I suppose *sweep lashes with dustpan and brush* when you said this:

Quote:
conversion to plural form


...you were obliquelating to this...?

Quote:
a sheeps hindleg

In view of any extraneous apostrophes I may have left around the internet, Miiike, I thought I'd leave that one out. That way, Davvidd can't point at me and say anything other than that my apostrophophofising - when inclusively and extrapolatedingly extended beyond what is immediately in front of his nose at any given point in time and space - is anything but greater than any equal anywhere and not less than the perfect that it is in fact is.

Quote:
Actually I am a bit peed off with Mensa.


Are you, Chriiiis? Perhaps you should write to your MP... Or take the test again!
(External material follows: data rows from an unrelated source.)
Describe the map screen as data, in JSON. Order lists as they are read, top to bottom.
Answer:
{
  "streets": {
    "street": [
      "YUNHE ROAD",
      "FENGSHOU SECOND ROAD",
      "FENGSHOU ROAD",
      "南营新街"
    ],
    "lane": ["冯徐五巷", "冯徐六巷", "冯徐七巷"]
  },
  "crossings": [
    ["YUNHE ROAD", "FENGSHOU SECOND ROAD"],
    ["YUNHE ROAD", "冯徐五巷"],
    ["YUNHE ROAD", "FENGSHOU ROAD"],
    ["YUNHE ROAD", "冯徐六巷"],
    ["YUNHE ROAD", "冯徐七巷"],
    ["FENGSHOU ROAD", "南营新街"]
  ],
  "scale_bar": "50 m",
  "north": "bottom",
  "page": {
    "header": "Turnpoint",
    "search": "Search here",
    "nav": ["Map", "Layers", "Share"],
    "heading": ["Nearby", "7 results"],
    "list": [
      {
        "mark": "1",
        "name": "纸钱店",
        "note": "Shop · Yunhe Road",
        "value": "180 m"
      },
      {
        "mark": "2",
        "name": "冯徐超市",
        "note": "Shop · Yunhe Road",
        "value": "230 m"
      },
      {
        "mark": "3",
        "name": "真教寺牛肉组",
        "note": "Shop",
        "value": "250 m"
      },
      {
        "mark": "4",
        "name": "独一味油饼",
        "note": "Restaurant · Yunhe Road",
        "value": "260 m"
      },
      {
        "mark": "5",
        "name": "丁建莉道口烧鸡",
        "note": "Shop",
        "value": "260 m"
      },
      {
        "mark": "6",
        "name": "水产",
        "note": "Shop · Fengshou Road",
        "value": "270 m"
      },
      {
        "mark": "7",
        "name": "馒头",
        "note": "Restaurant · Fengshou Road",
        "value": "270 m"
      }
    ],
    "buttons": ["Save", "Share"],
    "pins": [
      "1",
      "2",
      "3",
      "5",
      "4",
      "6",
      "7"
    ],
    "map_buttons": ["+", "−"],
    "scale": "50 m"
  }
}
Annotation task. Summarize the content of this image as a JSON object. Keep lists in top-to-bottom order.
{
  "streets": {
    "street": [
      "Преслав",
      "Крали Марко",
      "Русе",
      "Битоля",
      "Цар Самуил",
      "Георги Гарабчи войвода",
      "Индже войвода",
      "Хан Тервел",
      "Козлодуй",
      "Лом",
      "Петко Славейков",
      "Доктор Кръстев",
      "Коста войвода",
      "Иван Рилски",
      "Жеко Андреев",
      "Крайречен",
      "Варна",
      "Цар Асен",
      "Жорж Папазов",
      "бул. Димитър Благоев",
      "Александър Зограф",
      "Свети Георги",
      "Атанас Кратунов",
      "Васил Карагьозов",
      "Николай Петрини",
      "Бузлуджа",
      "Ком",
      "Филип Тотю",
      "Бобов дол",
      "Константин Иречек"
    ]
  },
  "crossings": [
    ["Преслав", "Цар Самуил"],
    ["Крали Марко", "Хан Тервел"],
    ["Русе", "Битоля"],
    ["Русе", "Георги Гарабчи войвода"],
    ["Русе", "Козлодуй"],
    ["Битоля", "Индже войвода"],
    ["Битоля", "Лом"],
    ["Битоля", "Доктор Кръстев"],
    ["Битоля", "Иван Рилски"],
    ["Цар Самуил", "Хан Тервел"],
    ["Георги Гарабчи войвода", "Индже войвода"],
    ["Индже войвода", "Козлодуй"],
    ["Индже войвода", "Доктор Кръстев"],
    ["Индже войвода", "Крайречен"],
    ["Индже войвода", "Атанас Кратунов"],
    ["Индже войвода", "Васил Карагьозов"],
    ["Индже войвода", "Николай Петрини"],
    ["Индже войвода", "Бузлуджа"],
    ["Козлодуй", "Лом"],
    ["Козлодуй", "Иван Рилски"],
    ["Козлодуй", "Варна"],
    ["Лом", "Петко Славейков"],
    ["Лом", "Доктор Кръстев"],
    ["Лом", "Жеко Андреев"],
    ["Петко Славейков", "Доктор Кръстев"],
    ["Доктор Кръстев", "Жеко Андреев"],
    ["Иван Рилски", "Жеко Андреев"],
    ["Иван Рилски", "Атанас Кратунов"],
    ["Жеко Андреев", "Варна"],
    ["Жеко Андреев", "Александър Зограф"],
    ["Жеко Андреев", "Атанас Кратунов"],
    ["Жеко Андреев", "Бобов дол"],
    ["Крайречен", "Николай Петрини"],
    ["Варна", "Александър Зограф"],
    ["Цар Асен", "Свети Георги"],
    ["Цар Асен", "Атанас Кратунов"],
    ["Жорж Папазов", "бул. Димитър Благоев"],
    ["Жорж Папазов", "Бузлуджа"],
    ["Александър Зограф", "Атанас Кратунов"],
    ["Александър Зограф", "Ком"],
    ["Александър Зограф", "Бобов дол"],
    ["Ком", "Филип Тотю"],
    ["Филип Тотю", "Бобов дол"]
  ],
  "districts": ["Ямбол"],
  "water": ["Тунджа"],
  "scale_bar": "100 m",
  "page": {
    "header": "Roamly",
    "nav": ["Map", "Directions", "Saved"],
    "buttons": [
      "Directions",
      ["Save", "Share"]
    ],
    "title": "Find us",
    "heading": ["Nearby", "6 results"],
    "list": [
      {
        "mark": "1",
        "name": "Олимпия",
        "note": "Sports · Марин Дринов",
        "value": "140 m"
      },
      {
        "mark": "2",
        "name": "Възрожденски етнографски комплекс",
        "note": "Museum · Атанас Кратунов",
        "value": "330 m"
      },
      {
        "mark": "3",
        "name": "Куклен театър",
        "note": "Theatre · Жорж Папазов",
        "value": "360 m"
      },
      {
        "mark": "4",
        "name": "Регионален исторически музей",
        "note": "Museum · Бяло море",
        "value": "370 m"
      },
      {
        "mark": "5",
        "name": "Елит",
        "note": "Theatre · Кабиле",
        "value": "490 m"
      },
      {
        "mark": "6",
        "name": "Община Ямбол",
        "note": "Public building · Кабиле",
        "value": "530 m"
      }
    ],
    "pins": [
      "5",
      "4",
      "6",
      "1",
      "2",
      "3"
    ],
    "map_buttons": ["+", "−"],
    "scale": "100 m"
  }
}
*read remainder of post and try really really really hard not to say what just popped into head*

If it doesn't measure general intelligence... *try really really really hard again...*

...it should *try really really really hard not to* be a doddle... :)))
I'm really really really really really sorry... it just... came out... it's not true it's just the words sort of... invited me :)

As for einstein struggling here, I know for a fact he would never have got any of these... and probably not Daaaaavids map ones either.

coastalcryplighr – (pronounced coastal cripplerrrrrr) word coined during the algebraic wars (seen from the perspective of geometers) or the geometric wars (as seen from the perspective of algebraicists) describing the battle of the Misplaced Linear Equation (misplaced during an effort to define the wet edges of Scotland in purely mathematical form). Collateral damage was high, as were some falls off the dry bits, particularly in the vicinity of pubs, where the victims believed they were dealing with a very well placed quadratic equation and found there was no more ground to walk on.

Graphiccostallry – the decorative addition of splines (resembling, ribs, sort of) to a bog standard geometric shape, in order to terrorise society into submission.

Tallsharpyiccgor – slovenly rhombohedronagon-hemi-disphenidroideeoids (sometimes called a squashed rhombus when laying on its side)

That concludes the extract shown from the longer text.